*What is required*:
Bring together all lines from the listing below that contain the string "boxes".

-- Exercise input follows --

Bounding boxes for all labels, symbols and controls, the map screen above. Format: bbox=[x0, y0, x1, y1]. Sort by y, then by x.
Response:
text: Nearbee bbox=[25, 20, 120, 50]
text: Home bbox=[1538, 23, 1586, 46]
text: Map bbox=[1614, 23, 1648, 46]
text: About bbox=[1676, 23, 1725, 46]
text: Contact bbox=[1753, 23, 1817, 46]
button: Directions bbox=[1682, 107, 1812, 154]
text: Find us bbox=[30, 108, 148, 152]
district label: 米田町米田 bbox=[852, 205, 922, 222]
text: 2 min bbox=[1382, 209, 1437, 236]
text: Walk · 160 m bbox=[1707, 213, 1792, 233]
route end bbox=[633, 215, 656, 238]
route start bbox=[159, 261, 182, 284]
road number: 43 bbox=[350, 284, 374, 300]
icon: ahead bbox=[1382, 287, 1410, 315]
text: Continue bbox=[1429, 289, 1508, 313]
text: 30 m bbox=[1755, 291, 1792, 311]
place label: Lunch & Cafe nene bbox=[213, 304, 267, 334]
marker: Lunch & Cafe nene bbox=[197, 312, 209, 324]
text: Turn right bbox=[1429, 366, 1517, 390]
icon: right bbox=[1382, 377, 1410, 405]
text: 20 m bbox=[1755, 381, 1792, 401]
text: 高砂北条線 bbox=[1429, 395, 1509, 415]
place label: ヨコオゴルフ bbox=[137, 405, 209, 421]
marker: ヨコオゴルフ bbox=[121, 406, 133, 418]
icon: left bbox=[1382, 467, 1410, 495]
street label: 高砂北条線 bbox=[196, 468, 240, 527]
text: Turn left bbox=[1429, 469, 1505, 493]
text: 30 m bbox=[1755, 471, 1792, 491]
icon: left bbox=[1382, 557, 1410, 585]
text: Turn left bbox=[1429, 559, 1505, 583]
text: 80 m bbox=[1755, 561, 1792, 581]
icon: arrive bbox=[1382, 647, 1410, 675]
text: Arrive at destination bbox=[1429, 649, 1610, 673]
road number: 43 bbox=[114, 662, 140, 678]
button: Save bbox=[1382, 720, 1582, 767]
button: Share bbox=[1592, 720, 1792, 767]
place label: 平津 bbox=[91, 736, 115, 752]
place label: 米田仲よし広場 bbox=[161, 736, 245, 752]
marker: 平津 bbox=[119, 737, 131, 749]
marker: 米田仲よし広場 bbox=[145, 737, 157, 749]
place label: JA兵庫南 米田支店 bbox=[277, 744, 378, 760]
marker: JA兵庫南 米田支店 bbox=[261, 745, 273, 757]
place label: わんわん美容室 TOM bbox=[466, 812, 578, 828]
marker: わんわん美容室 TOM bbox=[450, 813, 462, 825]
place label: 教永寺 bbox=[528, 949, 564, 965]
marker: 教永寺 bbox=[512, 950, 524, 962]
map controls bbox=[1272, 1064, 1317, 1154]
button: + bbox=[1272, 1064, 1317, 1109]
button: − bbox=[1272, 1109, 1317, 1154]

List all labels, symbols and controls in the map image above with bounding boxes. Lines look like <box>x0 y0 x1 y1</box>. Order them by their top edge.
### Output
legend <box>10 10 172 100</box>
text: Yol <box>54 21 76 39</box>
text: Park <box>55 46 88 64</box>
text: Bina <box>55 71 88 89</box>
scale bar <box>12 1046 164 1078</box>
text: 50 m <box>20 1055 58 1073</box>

-- Exercise input concluded --
-- Exercise input follows --

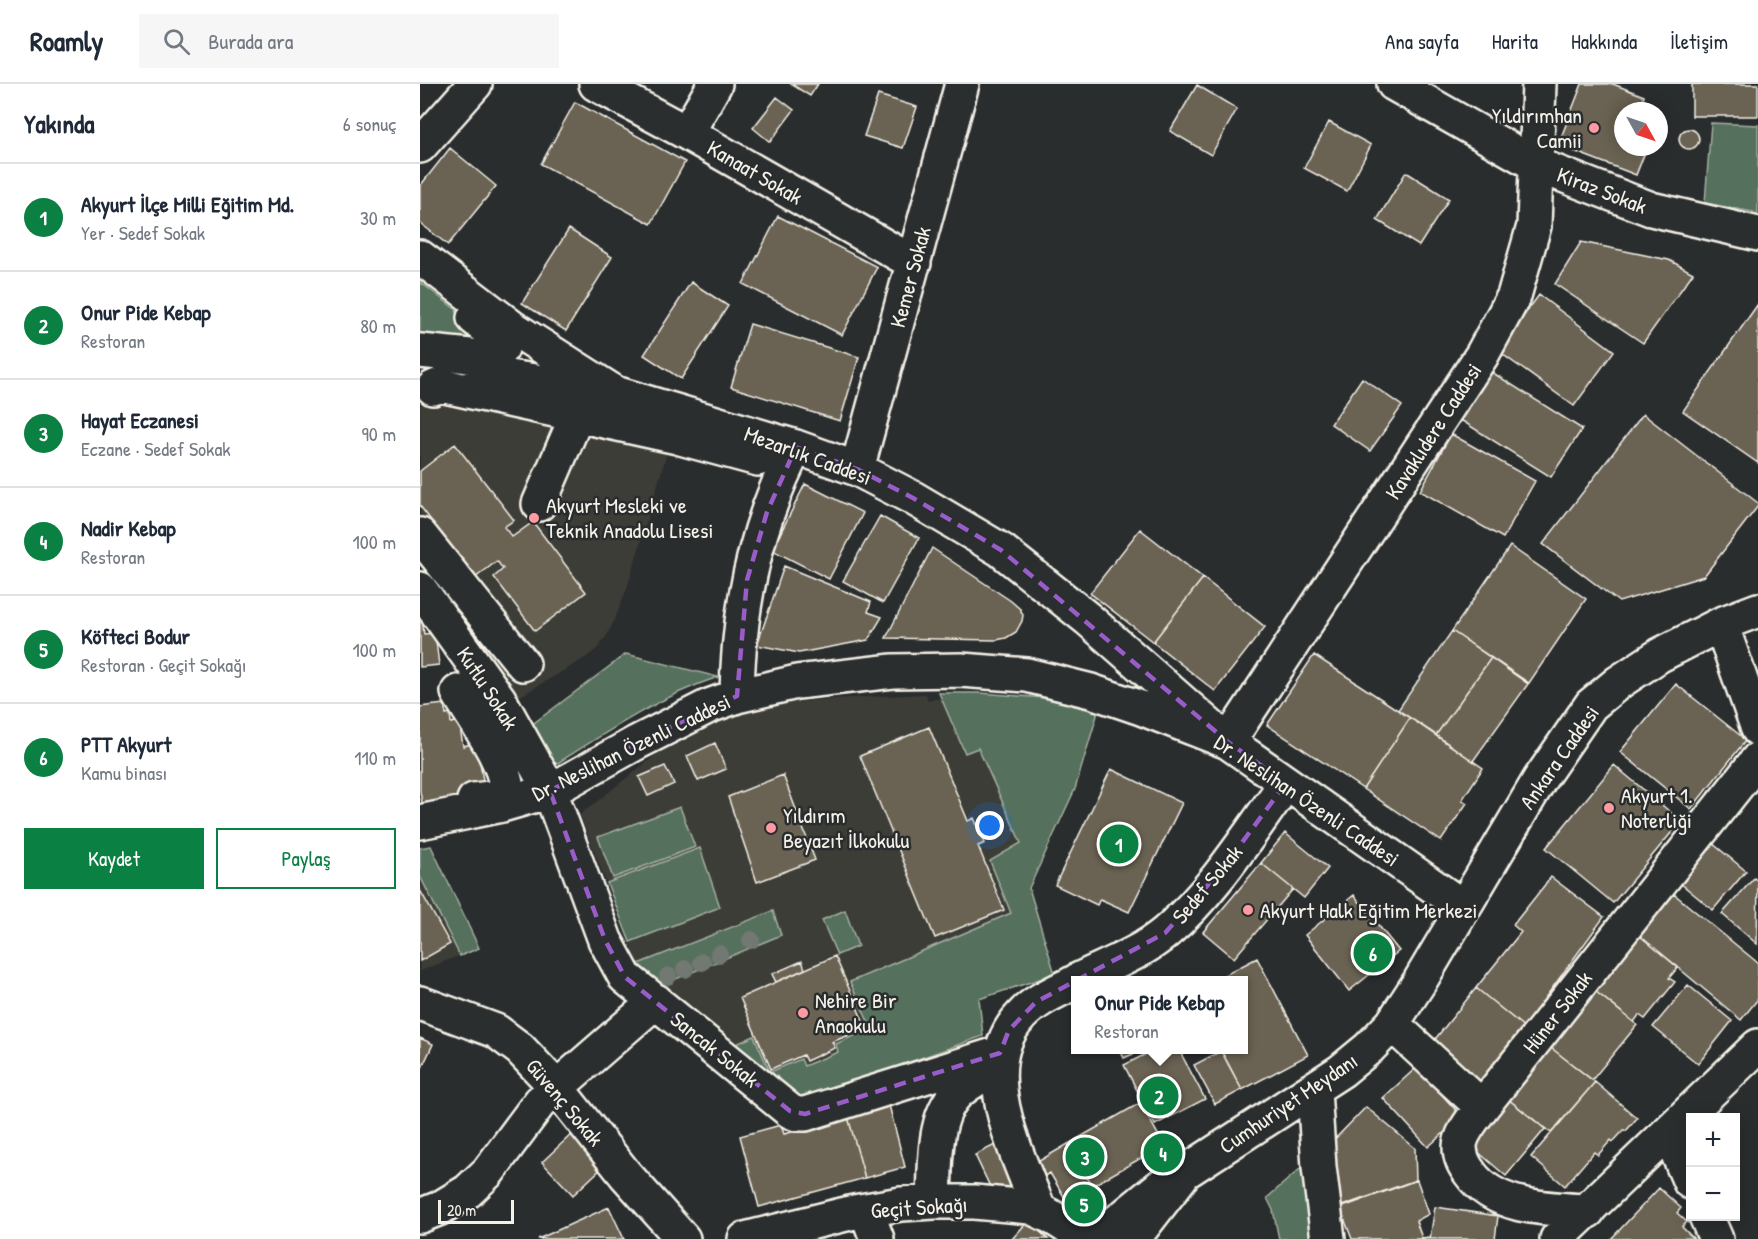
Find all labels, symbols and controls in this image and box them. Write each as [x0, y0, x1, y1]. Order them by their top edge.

-- Exercise input concluded --

*Solution to the problem*:
Bounding boxes for all labels, symbols and controls, the map screen above. Format: bbox=[x0, y0, x1, y1]. Sort by y, then by x.
List all labels, symbols and controls in the map image above with bounding boxes. Lines look like <box>x0 y0 x1 y1</box>. Order them by their top edge.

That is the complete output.